== Saved data entries ==
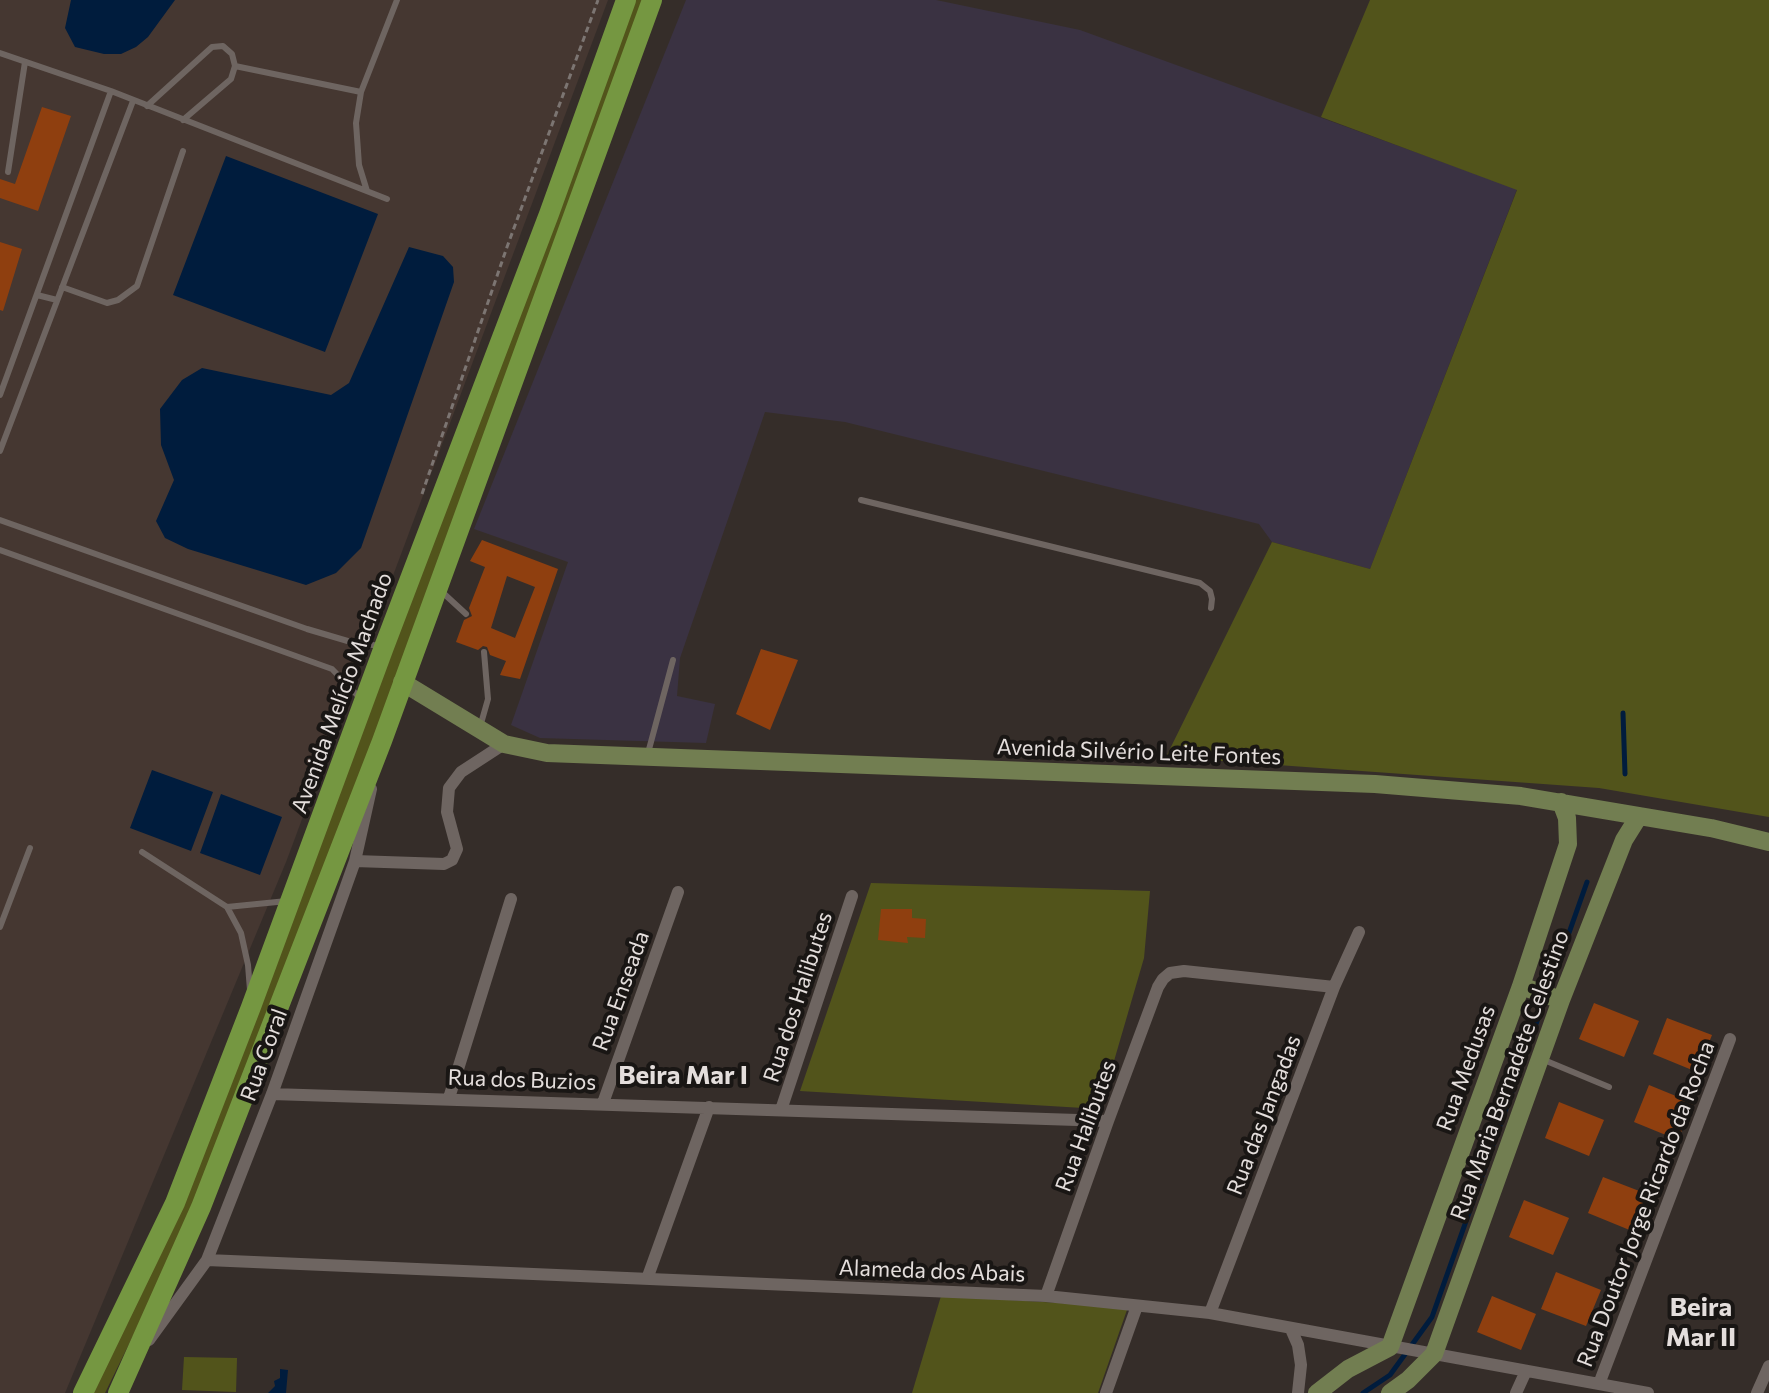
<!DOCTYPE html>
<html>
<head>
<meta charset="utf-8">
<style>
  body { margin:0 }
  canvas { display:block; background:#352d29 }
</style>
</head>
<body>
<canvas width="1769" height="1393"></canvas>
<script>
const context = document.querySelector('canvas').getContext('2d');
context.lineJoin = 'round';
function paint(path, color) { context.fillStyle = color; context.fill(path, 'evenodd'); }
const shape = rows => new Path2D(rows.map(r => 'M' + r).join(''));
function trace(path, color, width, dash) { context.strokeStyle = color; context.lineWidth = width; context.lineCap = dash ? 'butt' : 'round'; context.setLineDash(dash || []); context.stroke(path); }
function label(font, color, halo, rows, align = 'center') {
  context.font = font + ' Commissioner,sans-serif'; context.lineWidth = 8; context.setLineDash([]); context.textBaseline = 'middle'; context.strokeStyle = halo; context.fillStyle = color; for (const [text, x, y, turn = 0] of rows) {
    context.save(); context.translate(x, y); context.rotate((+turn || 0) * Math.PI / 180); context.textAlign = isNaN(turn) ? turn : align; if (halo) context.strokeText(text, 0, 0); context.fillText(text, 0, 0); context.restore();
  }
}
paint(shape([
  [686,0,936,0,1080,30,1517,189,1370,569,1272,542,1259,524,845,422,765,412,680,658,677,696,715,704,706,743,540,738,511,725,568,562,474,529]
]), '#3a3242');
paint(shape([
  [0,0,608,0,286,862,65,1393,0,1393]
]), '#453731');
paint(shape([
  [630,0,643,0,360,780,175,1250,105,1393,92,1393],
  [1370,0,1769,0,1769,817,1599,788,1166,757,1272,542,1370,569,1517,190,1321,117],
  [871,883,1150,891,1144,958,1100,1109,800,1091],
  [941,1296,1128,1307,1098,1393,912,1393],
  [184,1357,237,1358,236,1392,182,1390]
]), '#52541b');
paint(shape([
  [71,0,175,0,148,37,136,47,121,54,104,54,75,47,65,28],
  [226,156,378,214,325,352,173,295],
  [409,247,443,256,453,267,454,282,361,548,336,573,306,585,188,549,165,538,156,521,174,480,161,445,160,409,182,380,202,368,331,395,349,383],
  [152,770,213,792,191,851,130,828],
  [221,794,282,817,260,875,200,853],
  [280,1369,288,1370,286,1393,268,1393,275,1386,274,1381,280,1378]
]), '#001c3d');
trace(shape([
  [1623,713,1625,774],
  [1564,947,1587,882],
  [1363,1393,1390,1375,1432,1317,1541,1010]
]), '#001c3d', 5);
paint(shape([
  [42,107,71,116,38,211,0,198,0,179,15,184],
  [0,242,22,249,3,311,0,310],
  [482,540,558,569,520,679,500,675,506,661,490,655,487,647,483,646,478,650,456,642,464,620,472,616,469,608,485,567,470,561],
  [507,576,535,587,515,638,491,628],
  [761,649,798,660,770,730,736,714],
  [881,909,912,909,912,918,926,919,925,938,907,937,908,943,878,940],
  [1594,1003,1639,1021,1624,1057,1579,1039],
  [1667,1018,1712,1035,1697,1072,1653,1054],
  [1649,1085,1693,1103,1678,1140,1634,1122],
  [1559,1102,1604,1120,1589,1156,1545,1138],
  [1603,1177,1647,1194,1632,1231,1588,1213],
  [1524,1200,1569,1218,1553,1255,1509,1237],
  [1556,1272,1601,1290,1586,1326,1541,1309],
  [1492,1296,1536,1314,1521,1350,1477,1332]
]), '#8f3f0f');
trace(shape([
  [422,494,507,247,598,0]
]), '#7c7572', 3, [6, 4]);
trace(shape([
  [0,53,111,91,387,199],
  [235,66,361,92],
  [147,106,212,47,223,46,232,54,235,66,231,79,183,120],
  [8,172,25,62],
  [367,191,359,165,356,123,361,92,397,0],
  [62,287,107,303,118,300,137,286,183,151],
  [37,295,57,300],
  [0,395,111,91],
  [0,451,133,101],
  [861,500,1200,583,1210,591,1212,599,1211,608],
  [0,520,307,629,351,642,380,646],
  [0,550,332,669,360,698],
  [441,591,466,614],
  [480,727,488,699,484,652],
  [648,753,673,660],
  [142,852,227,907,241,933,248,965,250,990],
  [227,907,287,901],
  [0,927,30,848],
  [1544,1060,1609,1087]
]), '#6e6561', 6);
trace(shape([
  [355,861,444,864,452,860,457,849,447,812,449,788,461,772,504,744],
  [272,1094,1108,1121],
  [449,1098,511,899],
  [603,1103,678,892],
  [781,1110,852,896],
  [207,1260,1046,1296,1210,1313,1648,1393],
  [647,1279,709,1107],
  [1046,1296,1108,1121,1158,987,1163,979,1170,973,1184,971,1334,987],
  [1210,1313,1334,987,1359,932],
  [1291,1329,1298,1345,1301,1365,1298,1393],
  [149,1340,207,1260,272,1094,355,861,371,789],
  [1599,1384,1730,1039],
  [1106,1393,1137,1306],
  [1516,1393,1526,1371],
  [1757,1393,1769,1366]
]), '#6e6561', 12);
trace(shape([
  [402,682,504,744,547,753,1375,784,1521,796,1711,828,1769,842],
  [1521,986,1561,1000],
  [1317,1393,1348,1369,1390,1347,1521,986,1568,844,1567,818,1561,802],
  [1390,1393,1408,1380,1434,1354,1561,1000,1624,840,1639,816]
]), '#727e51', 18);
trace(shape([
  [83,1393,175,1203,251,1007,384,647,549,214,626,0],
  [118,1393,201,1207,382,741,652,0]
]), '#759741', 20);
label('22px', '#e4dedc', '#191614', [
  ["Avenida Melício Machado",342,693,-70],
  ["Avenida Silvério Leite Fontes",1139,752,2],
  ["Rua Enseada",621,991,-70],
  ["Rua dos Halibutes",798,997,-72],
  ["Rua Coral",264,1055,-70],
  ["Rua Medusas",1466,1068,-70],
  ["Rua Maria Bernadete Celestino",1510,1075,-70],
  ["Rua dos Buzios",522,1080,2],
  ["Rua das Jangadas",1264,1115,-69],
  ["Rua Halibutes",1086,1126,-70],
  ["Rua Doutor Jorge Ricardo da Rocha",1646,1204,-69],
  ["Alameda dos Abais",932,1271,2]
]);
label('bold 26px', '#e4dedc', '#191614', [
  ["Beira Mar I",683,1075],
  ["Beira",1701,1307],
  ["Mar II",1701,1337]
]);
</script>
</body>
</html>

== How to complete this task ==
Repeat exactly the lines from the first line of the records above through the line containing "const shape = rows", both included. Leave out the pictures.

== Task output ==
<!DOCTYPE html>
<html>
<head>
<meta charset="utf-8">
<style>
  body { margin:0 }
  canvas { display:block; background:#352d29 }
</style>
</head>
<body>
<canvas width="1769" height="1393"></canvas>
<script>
const context = document.querySelector('canvas').getContext('2d');
context.lineJoin = 'round';
function paint(path, color) { context.fillStyle = color; context.fill(path, 'evenodd'); }
const shape = rows => new Path2D(rows.map(r => 'M' + r).join(''));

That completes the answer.